# office based surgical suite vs outpatient and inpatient hospital



## j.monday7814 (Mar 9, 2015)

My vascular surgeons have been performing office based surgeries for over a year and a half with great success. Now they are interested in submitting a paper to the SVS (Society of Vascular Surgeons) demonstrating their results and the cost savings to the payer. Unfortunately it is extremely difficult to get a side-by-side comparison of office payment vs outpatient or inpatient hospital payment. I've reached out to a couple of our local hospitals but they won't respond. Anyone have experience with hospital billing that may be able to help me do an accurate comparison?
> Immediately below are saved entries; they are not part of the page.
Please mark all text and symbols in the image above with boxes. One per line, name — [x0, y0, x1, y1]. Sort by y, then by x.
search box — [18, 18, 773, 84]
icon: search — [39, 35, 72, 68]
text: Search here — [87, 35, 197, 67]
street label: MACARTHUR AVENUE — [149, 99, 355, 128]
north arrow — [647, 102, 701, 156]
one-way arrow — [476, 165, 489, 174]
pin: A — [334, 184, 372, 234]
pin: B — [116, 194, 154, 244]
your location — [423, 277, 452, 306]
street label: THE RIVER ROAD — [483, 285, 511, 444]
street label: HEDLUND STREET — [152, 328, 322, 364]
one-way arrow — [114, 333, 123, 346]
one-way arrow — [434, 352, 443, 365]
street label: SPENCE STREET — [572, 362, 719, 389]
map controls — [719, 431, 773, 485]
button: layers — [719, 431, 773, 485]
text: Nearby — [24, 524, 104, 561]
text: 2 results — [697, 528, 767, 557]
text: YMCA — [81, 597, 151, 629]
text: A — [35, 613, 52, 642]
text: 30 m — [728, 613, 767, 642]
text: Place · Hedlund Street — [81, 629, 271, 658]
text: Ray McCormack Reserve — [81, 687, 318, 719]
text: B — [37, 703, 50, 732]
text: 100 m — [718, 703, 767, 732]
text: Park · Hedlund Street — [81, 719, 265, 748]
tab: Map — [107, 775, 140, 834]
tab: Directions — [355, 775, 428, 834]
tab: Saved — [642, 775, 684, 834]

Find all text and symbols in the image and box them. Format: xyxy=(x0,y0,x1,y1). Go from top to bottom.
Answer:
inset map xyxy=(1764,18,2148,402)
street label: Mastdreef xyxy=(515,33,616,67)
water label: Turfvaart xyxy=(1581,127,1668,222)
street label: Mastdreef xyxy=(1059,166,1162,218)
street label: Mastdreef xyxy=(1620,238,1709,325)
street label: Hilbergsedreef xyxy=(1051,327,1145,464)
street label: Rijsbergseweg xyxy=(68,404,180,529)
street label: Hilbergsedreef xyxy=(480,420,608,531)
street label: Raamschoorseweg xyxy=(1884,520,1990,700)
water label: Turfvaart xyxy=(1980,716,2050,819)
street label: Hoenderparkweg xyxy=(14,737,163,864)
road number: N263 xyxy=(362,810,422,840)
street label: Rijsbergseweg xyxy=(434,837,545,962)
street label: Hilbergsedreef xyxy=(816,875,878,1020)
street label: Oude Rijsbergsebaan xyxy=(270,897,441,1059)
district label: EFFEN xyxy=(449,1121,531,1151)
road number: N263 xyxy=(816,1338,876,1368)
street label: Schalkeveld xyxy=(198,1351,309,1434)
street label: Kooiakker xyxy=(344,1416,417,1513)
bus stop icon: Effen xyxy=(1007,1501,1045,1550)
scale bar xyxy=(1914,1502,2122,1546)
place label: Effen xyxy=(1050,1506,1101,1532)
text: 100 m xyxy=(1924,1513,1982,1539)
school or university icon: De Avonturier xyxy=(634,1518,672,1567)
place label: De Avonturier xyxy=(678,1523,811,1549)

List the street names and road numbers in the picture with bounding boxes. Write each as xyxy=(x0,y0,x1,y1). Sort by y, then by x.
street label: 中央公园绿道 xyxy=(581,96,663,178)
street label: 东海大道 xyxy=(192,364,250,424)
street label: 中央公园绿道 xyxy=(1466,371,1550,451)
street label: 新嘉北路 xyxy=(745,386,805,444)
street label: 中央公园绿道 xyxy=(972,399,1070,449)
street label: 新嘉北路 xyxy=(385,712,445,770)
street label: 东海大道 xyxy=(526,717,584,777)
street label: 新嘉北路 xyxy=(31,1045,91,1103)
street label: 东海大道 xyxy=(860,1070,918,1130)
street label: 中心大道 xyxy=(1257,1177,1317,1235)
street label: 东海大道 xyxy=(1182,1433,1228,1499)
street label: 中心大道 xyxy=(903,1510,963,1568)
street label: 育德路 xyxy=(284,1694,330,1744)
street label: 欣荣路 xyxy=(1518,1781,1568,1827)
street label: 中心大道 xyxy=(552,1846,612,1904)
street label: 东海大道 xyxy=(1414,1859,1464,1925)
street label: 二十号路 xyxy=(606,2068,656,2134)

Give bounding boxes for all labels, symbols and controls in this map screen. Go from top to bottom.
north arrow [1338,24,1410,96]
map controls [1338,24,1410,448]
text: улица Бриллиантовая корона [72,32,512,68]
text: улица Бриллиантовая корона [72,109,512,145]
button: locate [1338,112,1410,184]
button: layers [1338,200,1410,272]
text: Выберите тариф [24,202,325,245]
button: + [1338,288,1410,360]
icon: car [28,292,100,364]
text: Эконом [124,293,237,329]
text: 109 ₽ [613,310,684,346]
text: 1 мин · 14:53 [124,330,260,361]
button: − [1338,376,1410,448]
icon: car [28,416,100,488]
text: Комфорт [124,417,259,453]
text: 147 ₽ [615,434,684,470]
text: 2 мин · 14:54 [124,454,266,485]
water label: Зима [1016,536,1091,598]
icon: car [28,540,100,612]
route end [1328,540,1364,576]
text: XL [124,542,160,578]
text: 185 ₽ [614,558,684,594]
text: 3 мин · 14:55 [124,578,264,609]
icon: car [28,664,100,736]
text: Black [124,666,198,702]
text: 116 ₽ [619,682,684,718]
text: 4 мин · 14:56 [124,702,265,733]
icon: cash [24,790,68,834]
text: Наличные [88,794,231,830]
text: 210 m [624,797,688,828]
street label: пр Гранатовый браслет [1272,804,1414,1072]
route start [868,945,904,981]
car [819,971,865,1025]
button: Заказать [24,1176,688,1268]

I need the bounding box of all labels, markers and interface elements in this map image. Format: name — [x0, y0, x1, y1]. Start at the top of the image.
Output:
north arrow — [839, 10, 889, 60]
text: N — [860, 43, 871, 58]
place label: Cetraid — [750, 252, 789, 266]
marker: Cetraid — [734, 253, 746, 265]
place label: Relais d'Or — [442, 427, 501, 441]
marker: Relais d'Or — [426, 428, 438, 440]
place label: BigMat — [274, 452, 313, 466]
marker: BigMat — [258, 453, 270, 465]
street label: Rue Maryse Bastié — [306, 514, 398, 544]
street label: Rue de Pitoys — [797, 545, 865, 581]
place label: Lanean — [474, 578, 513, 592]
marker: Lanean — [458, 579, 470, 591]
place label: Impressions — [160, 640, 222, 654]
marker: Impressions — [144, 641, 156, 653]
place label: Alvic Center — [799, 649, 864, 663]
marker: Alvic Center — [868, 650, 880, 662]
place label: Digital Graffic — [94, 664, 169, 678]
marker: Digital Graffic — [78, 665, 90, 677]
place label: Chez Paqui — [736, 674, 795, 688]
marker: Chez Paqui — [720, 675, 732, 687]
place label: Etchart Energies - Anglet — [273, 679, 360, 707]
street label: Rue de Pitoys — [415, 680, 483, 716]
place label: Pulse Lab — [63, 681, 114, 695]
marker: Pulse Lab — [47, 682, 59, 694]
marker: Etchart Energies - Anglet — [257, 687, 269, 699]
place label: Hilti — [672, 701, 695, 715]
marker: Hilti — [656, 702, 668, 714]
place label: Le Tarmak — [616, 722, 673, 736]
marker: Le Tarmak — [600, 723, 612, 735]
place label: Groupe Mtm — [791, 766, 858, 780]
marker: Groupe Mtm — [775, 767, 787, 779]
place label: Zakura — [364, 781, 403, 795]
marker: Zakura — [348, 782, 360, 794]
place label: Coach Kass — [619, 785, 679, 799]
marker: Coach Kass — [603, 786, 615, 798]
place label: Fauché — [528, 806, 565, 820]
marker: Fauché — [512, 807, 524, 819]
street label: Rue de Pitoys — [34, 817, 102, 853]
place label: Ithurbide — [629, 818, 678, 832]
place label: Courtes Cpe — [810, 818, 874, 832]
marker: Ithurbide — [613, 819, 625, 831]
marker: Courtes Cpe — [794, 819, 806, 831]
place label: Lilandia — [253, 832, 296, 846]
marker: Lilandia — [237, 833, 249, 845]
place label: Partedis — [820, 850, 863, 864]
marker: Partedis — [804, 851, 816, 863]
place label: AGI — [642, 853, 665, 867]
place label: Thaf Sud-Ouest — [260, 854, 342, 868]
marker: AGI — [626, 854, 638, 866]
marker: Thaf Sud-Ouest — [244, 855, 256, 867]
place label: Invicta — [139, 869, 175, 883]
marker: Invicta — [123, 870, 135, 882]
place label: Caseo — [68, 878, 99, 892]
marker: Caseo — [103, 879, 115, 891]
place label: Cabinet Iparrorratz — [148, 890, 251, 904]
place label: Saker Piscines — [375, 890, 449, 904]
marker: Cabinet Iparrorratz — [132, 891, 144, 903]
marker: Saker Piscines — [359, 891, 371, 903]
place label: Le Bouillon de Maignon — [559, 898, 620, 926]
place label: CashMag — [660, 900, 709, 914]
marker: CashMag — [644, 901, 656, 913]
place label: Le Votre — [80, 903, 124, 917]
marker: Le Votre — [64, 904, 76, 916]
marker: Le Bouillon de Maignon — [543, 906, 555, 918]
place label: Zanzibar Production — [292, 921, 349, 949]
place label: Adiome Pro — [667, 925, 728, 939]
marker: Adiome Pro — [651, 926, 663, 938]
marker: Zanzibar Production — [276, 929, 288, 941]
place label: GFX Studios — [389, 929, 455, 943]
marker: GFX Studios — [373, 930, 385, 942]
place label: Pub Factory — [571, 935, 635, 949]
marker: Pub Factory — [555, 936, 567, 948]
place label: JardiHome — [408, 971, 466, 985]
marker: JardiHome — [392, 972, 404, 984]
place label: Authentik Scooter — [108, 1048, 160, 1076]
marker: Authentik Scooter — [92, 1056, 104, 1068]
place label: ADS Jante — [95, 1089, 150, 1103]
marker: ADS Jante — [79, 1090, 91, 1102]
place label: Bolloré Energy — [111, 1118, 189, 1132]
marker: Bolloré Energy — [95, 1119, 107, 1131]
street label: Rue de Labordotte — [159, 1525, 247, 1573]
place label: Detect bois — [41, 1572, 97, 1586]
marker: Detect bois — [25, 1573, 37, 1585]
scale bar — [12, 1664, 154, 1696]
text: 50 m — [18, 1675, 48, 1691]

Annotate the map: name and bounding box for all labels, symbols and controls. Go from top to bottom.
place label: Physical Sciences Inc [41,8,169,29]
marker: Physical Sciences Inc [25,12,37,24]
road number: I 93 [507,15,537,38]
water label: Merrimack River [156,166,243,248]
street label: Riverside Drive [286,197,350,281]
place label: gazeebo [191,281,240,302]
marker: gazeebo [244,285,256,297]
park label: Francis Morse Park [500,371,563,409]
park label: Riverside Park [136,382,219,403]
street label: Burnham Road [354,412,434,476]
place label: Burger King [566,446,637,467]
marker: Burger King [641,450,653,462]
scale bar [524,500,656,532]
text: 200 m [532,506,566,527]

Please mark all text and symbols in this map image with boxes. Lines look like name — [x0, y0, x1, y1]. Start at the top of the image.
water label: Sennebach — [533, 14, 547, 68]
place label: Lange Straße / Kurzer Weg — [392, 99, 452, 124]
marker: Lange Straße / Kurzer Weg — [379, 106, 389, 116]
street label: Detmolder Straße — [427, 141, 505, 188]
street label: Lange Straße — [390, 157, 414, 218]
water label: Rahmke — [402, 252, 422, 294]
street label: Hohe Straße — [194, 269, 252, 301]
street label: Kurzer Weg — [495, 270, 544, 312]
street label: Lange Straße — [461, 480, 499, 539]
Or does anyone have any references or sources that would help?

Thanks in advance.


----------



## eagendj (Mar 9, 2015)

I would start with looking up the Medicare fee schedule.


----------



## j.monday7814 (Mar 9, 2015)

eagendj said:


> I would start with looking up the Medicare fee schedule.



that doesn't give a side-by-side comparison of claims and potential payment. It only provides the "facility" fee for the the CPT codes.


----------



## j.monday7814 (Mar 17, 2015)

I could really use some expert advice and guidance with this issue please....


----------



## mitchellde (Mar 17, 2015)

woldnt the fee schedule be exactly what youy need. What the actual total fee if performed in the facility is the facility fee plus the physician fee in either the POS 22 or 21.  and if performed in the office is only the provider fee POS 11.  Soyou will need to look up the facility fee plus the physician fee from the Medicare fee schedule but then the physician fee schedule is broken down to the different POS.  I know of no other way to do this.


----------



## j.monday7814 (Mar 17, 2015)

for the outpatient comparison that is as far as I can get as well. But I've heard that even on the outpatient setting that the hospital can bill for certain supplies that we (office-based surgery) cannot. Also, the inpatient comparison seems extremely difficult because that large DRG payment is meant to encompass many more services than would ever be performed in an office based surgical center, correct?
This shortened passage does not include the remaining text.